■ **HOW TO COMPLETE THIS TASK**
A verbatim transcription of the listing below is required, without its pictures.

■ **MATERIAL SUPPLIED**
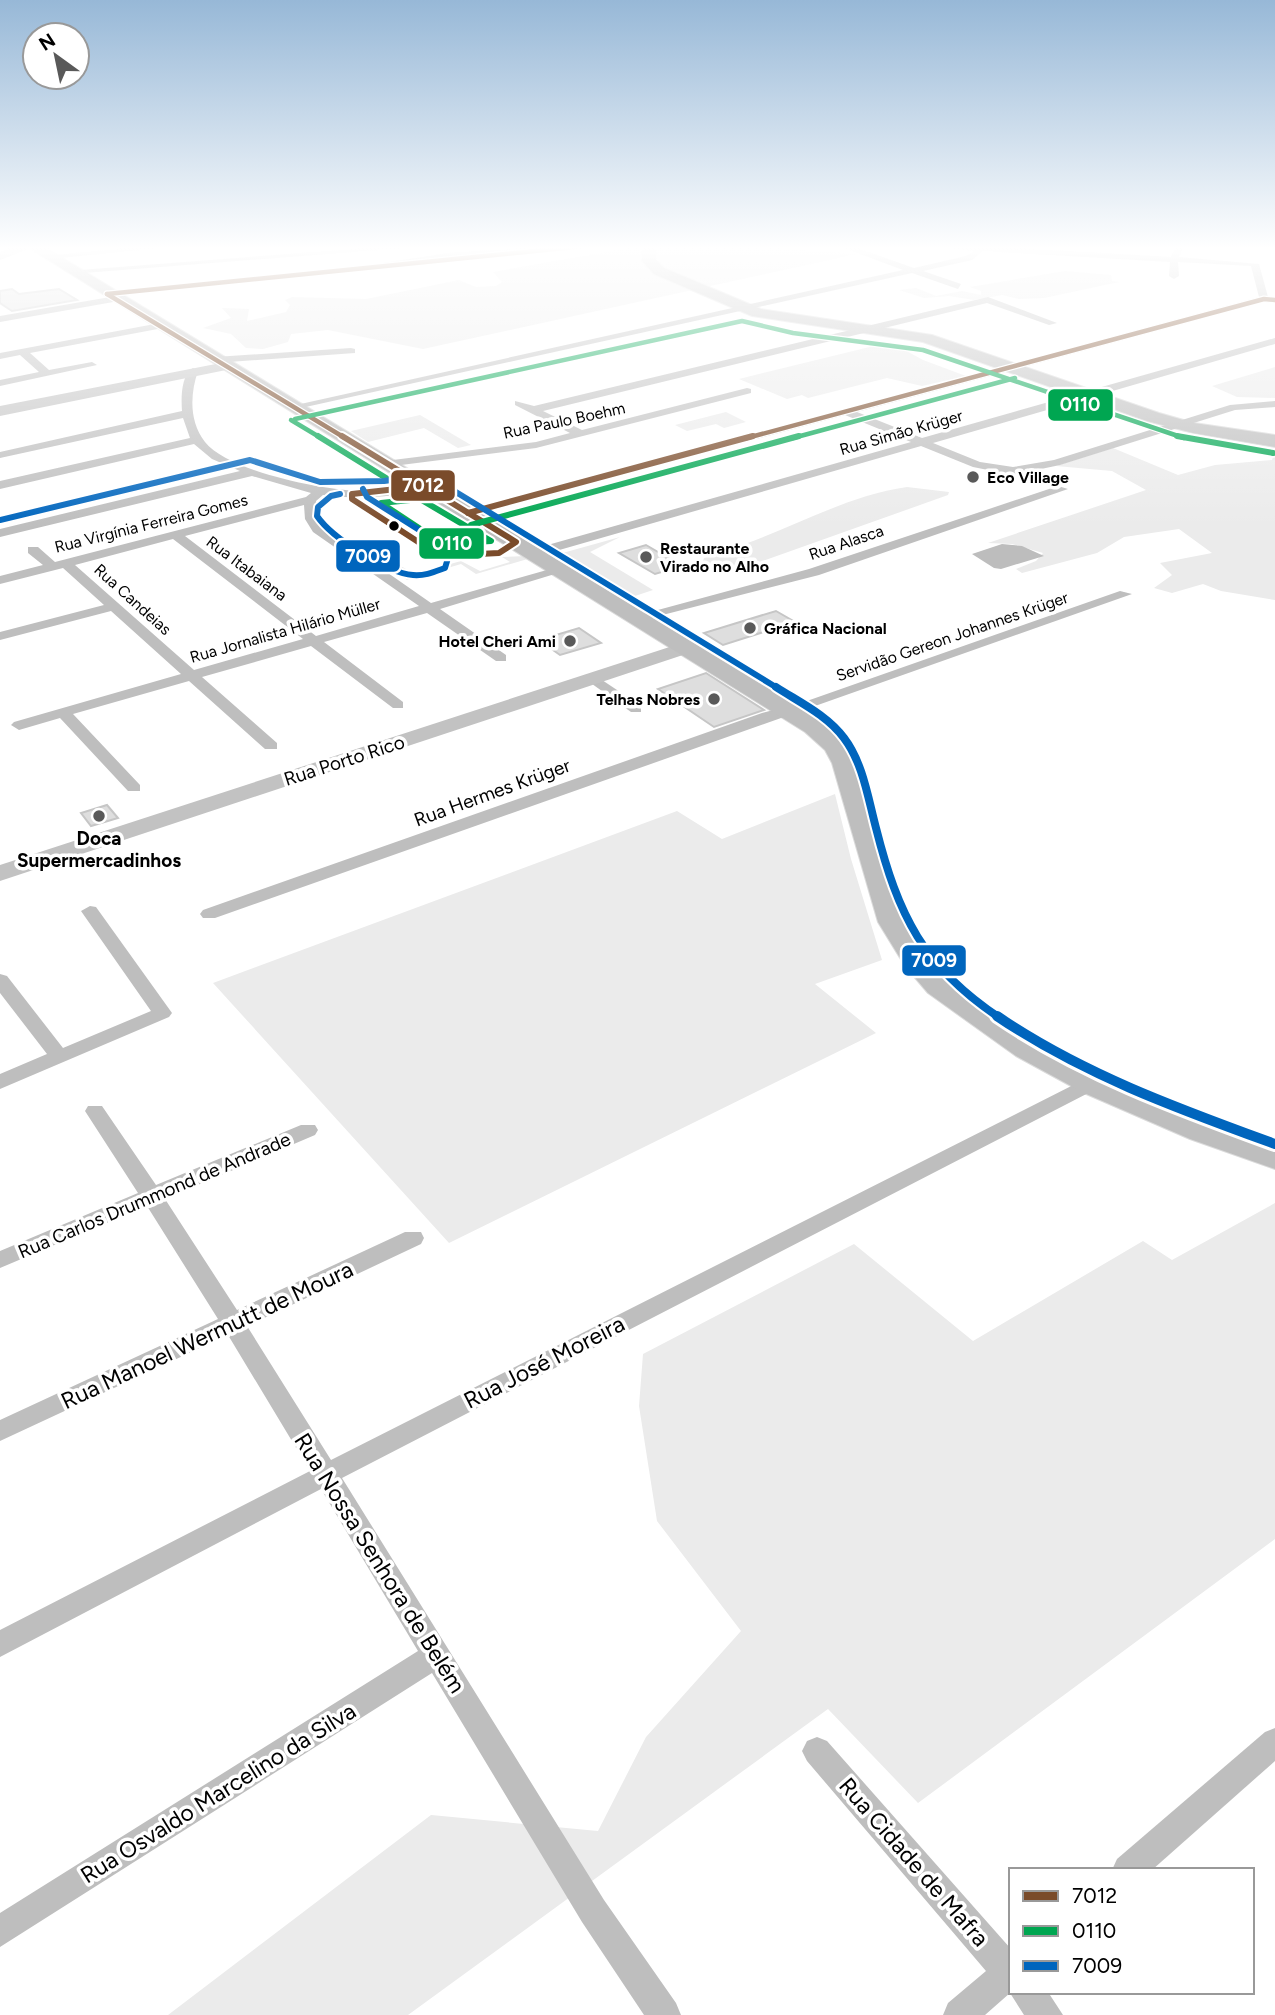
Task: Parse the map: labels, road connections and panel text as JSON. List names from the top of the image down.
{
  "streets": {
    "main road": ["Rua Porto Rico"],
    "street": [
      "Rua Paulo Boehm",
      "Rua Simão Krüger",
      "Rua Virgínia Ferreira Gomes",
      "Rua Alasca",
      "Rua Itabaiana",
      "Rua Candeias",
      "Rua Jornalista Hilário Müller",
      "Servidão Gereon Johannes Krüger",
      "Rua Hermes Krüger",
      "Rua Carlos Drummond de Andrade",
      "Rua Manoel Wermutt de Moura",
      "Rua José Moreira",
      "Rua Nossa Senhora de Belém",
      "Rua Osvaldo Marcelino da Silva",
      "Rua Cidade de Mafra"
    ]
  },
  "crossings": [
    ["Rua Virgínia Ferreira Gomes", "Rua Itabaiana"],
    ["Rua Virgínia Ferreira Gomes", "Rua Candeias"],
    ["Rua Itabaiana", "Rua Jornalista Hilário Müller"],
    ["Rua Candeias", "Rua Jornalista Hilário Müller"],
    ["Servidão Gereon Johannes Krüger", "Rua Hermes Krüger"],
    ["Rua Carlos Drummond de Andrade", "Rua Nossa Senhora de Belém"],
    ["Rua Manoel Wermutt de Moura", "Rua Nossa Senhora de Belém"],
    ["Rua José Moreira", "Rua Nossa Senhora de Belém"],
    ["Rua Nossa Senhora de Belém", "Rua Osvaldo Marcelino da Silva"]
  ],
  "places": [
    "Eco Village",
    "Restaurante Virado no Alho",
    "Gráfica Nacional",
    "Hotel Cheri Ami",
    "Telhas Nobres",
    "Doca Supermercadinhos"
  ],
  "lines": ["transit line 7012", "transit line 0110", "transit line 7009"],
  "legend": ["7012", "0110", "7009"],
  "north": "top left"
}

■ **SOLUTION TO THE PROBLEM**
Task: Parse the map: labels, road connections and panel text as JSON. List names from the top of the image down.
{
  "streets": {
    "main road": ["Rua Porto Rico"],
    "street": [
      "Rua Paulo Boehm",
      "Rua Simão Krüger",
      "Rua Virgínia Ferreira Gomes",
      "Rua Alasca",
      "Rua Itabaiana",
      "Rua Candeias",
      "Rua Jornalista Hilário Müller",
      "Servidão Gereon Johannes Krüger",
      "Rua Hermes Krüger",
      "Rua Carlos Drummond de Andrade",
      "Rua Manoel Wermutt de Moura",
      "Rua José Moreira",
      "Rua Nossa Senhora de Belém",
      "Rua Osvaldo Marcelino da Silva",
      "Rua Cidade de Mafra"
    ]
  },
  "crossings": [
    ["Rua Virgínia Ferreira Gomes", "Rua Itabaiana"],
    ["Rua Virgínia Ferreira Gomes", "Rua Candeias"],
    ["Rua Itabaiana", "Rua Jornalista Hilário Müller"],
    ["Rua Candeias", "Rua Jornalista Hilário Müller"],
    ["Servidão Gereon Johannes Krüger", "Rua Hermes Krüger"],
    ["Rua Carlos Drummond de Andrade", "Rua Nossa Senhora de Belém"],
    ["Rua Manoel Wermutt de Moura", "Rua Nossa Senhora de Belém"],
    ["Rua José Moreira", "Rua Nossa Senhora de Belém"],
    ["Rua Nossa Senhora de Belém", "Rua Osvaldo Marcelino da Silva"]
  ],
  "places": [
    "Eco Village",
    "Restaurante Virado no Alho",
    "Gráfica Nacional",
    "Hotel Cheri Ami",
    "Telhas Nobres",
    "Doca Supermercadinhos"
  ],
  "lines": ["transit line 7012", "transit line 0110", "transit line 7009"],
  "legend": ["7012", "0110", "7009"],
  "north": "top left"
}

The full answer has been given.